S’il est une philosophie qui a la réputation d’avoir parié radicalement pour la nécessité, d’avoir bloqué la contingence et le hasard, c’est bien celle de Spinoza. Aussi il est important et de la comprendre, et d’en prendre la mesure. La pensée de Spinoza s’étant peu à peu précisée, nous allons d’abord nous apprivoiser à sa singularité en commençant par ses premiers écrits. Laissons-nous déconcerter. Et tentons de voir comment il précise de mieux en mieux sa thèse que l’on peut à bon droit appeler « nécessitariste ».

I. Premier essai. Traité de la réforme de l’entendement

« J’appelle impossible la chose dont la nature implique qu’il y ait contradiction à poser son existence ; nécessaire, celle dont la nature implique qu’il y a contradiction à n’en pas poser l’existence ; possible, celle dont l’existence, par sa nature même, implique qu’il n’y a pas contradiction à poser ou non son existence, mais dont la nécessité ou l’impossibilité d’existence dépend de causes que nous ignorons, aussi longtemps que nous l’imaginons exister par fiction. Par suite, si cette nécessité ou cette impossibilité qui dépend de causes extérieures nous était connue, nous ne pourrions en forger la fiction. » (Traité de la réforme de l’entendement ou TRE, § 53)

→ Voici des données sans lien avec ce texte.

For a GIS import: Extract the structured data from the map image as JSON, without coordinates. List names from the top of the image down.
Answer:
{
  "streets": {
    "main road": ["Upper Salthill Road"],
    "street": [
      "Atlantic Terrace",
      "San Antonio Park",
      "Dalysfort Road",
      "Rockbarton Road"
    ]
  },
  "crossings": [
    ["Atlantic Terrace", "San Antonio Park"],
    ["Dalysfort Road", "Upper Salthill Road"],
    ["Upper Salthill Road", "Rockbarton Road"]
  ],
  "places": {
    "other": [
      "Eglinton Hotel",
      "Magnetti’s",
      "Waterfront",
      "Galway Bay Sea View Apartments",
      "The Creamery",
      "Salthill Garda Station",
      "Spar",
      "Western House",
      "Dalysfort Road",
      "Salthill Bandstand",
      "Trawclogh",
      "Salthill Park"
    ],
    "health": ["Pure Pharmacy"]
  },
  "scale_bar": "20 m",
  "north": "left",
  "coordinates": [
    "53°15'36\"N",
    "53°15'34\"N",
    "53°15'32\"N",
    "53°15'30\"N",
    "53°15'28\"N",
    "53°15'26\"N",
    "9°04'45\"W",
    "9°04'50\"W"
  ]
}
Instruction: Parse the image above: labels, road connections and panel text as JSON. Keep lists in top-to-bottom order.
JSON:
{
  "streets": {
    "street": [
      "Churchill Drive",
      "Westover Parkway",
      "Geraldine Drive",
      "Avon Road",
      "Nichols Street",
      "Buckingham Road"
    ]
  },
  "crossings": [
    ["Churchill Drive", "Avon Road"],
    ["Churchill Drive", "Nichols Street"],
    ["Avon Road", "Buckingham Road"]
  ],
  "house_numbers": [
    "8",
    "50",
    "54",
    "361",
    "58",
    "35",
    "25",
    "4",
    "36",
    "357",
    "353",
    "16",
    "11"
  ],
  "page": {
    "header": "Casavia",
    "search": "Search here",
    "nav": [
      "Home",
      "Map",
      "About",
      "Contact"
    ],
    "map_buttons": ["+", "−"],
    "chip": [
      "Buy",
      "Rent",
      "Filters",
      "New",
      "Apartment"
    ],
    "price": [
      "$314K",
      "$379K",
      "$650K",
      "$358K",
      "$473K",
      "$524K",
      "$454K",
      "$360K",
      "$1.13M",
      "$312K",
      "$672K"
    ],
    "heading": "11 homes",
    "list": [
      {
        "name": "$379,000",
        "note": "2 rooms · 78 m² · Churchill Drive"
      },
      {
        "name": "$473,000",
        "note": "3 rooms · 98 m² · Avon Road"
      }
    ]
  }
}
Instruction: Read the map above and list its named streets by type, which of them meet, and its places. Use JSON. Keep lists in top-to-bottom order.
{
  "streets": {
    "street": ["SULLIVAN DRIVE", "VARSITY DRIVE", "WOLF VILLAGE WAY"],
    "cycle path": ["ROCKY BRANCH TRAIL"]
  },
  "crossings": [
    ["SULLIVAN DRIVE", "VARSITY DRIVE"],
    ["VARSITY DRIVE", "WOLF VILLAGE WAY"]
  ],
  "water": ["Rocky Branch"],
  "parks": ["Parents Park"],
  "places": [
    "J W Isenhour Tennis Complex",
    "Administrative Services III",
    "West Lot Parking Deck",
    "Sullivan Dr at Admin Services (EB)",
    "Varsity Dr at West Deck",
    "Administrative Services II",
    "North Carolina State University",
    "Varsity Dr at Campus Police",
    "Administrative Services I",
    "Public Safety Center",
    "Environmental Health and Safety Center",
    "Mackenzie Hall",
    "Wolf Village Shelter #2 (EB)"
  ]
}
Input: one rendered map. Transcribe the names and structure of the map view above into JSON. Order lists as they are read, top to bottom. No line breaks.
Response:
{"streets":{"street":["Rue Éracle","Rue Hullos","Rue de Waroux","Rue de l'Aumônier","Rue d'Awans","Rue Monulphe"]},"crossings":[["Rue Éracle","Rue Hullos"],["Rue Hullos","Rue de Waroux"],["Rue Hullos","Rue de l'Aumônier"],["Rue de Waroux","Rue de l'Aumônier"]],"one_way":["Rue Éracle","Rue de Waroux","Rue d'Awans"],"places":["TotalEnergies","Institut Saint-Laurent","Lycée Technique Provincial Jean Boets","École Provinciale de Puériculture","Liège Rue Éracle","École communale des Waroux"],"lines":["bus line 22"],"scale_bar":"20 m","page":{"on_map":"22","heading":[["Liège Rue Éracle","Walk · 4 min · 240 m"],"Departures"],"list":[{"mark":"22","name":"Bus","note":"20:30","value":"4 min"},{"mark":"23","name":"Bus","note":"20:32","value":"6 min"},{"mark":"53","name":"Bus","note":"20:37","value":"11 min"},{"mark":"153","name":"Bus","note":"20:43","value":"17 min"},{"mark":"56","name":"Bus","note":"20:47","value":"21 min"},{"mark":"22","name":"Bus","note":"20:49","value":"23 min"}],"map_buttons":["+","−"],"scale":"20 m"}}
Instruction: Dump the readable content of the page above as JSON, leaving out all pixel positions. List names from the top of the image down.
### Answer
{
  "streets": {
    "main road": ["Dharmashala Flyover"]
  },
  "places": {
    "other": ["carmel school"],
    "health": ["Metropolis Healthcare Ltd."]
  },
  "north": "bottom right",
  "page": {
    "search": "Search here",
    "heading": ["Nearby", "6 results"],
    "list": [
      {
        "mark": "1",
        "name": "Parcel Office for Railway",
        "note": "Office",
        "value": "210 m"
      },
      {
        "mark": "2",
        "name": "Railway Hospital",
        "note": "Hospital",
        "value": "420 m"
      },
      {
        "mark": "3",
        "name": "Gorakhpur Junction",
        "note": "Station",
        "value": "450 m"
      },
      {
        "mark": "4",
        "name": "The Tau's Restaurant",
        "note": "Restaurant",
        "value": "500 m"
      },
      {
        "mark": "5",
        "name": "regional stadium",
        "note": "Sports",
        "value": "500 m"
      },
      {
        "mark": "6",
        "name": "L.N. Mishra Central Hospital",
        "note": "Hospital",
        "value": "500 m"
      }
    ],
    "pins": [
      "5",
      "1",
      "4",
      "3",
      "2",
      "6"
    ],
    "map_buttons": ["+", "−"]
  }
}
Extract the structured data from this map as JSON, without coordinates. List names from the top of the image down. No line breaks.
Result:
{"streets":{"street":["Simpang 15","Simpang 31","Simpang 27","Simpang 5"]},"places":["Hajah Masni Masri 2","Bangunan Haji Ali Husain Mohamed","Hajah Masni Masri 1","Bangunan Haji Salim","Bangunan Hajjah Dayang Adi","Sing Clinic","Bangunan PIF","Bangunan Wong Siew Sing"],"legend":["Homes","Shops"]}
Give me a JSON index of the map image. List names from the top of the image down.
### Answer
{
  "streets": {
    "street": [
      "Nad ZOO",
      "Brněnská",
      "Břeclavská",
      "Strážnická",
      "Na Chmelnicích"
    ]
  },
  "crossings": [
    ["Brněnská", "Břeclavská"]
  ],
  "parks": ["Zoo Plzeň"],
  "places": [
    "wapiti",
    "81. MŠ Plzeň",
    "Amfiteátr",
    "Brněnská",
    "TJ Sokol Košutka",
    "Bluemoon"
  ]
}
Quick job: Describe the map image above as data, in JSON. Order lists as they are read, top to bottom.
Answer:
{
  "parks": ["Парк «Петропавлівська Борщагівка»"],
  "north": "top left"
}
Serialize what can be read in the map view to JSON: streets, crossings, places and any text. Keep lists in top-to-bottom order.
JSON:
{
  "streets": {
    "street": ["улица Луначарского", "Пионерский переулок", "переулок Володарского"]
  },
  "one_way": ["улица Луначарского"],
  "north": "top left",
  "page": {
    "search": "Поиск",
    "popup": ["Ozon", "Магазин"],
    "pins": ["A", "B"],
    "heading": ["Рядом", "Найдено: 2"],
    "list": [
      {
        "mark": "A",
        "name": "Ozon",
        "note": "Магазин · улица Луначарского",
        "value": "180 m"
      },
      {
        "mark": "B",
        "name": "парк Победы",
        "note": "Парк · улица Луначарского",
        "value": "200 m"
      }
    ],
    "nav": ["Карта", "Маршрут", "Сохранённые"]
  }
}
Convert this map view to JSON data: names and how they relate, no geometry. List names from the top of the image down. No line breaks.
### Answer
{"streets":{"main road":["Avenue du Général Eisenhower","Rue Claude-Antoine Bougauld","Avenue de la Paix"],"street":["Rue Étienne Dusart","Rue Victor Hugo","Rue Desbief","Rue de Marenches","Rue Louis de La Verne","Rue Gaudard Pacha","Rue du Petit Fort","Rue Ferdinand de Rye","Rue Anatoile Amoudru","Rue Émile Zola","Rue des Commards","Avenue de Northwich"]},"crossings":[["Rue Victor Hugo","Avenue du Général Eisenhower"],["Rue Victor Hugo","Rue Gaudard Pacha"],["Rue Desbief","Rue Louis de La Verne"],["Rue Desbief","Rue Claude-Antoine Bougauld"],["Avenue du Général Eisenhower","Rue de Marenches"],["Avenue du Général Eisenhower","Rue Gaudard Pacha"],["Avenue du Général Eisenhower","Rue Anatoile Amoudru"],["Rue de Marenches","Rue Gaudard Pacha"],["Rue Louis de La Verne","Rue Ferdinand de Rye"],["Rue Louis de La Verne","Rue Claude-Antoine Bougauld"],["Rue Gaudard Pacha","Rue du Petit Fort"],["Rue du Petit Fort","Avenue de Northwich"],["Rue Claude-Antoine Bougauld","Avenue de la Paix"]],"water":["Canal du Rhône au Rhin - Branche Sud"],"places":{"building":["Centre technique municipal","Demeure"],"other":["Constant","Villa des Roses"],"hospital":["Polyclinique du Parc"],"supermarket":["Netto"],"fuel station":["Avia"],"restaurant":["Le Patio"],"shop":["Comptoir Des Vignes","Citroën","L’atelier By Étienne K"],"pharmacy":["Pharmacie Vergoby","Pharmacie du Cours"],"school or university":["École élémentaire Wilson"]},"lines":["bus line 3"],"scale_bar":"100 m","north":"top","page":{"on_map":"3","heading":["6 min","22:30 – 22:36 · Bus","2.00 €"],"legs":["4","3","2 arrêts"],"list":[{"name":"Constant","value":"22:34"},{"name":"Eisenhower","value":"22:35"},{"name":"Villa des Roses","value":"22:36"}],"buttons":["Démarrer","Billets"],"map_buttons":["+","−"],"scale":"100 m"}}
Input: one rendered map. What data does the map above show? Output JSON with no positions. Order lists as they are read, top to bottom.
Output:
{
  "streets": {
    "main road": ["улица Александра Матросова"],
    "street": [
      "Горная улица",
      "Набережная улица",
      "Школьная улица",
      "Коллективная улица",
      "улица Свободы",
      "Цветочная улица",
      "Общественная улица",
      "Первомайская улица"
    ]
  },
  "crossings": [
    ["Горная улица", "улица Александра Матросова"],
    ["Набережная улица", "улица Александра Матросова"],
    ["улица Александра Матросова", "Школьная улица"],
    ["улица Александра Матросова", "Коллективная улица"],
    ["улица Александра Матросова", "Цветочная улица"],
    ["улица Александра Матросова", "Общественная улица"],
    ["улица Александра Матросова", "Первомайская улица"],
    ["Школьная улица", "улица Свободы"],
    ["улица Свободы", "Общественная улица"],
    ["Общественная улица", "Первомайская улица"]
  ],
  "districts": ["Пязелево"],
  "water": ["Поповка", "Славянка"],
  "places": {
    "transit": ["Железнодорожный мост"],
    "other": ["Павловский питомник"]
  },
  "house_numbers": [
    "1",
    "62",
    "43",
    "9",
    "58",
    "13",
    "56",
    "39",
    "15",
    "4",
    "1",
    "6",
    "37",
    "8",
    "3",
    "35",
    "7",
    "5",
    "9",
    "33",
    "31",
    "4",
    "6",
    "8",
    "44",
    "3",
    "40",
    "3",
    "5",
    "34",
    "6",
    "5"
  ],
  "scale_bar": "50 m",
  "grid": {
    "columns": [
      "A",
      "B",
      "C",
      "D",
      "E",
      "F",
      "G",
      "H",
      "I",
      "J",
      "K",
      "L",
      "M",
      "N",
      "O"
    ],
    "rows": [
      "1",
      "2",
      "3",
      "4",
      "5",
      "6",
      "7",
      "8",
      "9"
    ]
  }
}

Tel est la première approche que fait Spinoza des notions liées de possibilité, nécessité et impossibilité. Que notons-nous ?

D’abord il faut savoir qu’il a posé une fiction simple : Pierre, un ami, viendra me voir.

Ensuite, nous remarquons que ces notions concernent l’existence de cette visite : possible, nécessaire ou impossible. Réfléchissons-y simplement :

Pierre viendra-t-il me voir ? – c’est possible : il va le faire, s’il en a le désir et n’en est pas empêché. Mais ces deux conditions, moi, j’ignore si elles sont toutes deux remplies. Alors cette visite dont je rêve reste possible.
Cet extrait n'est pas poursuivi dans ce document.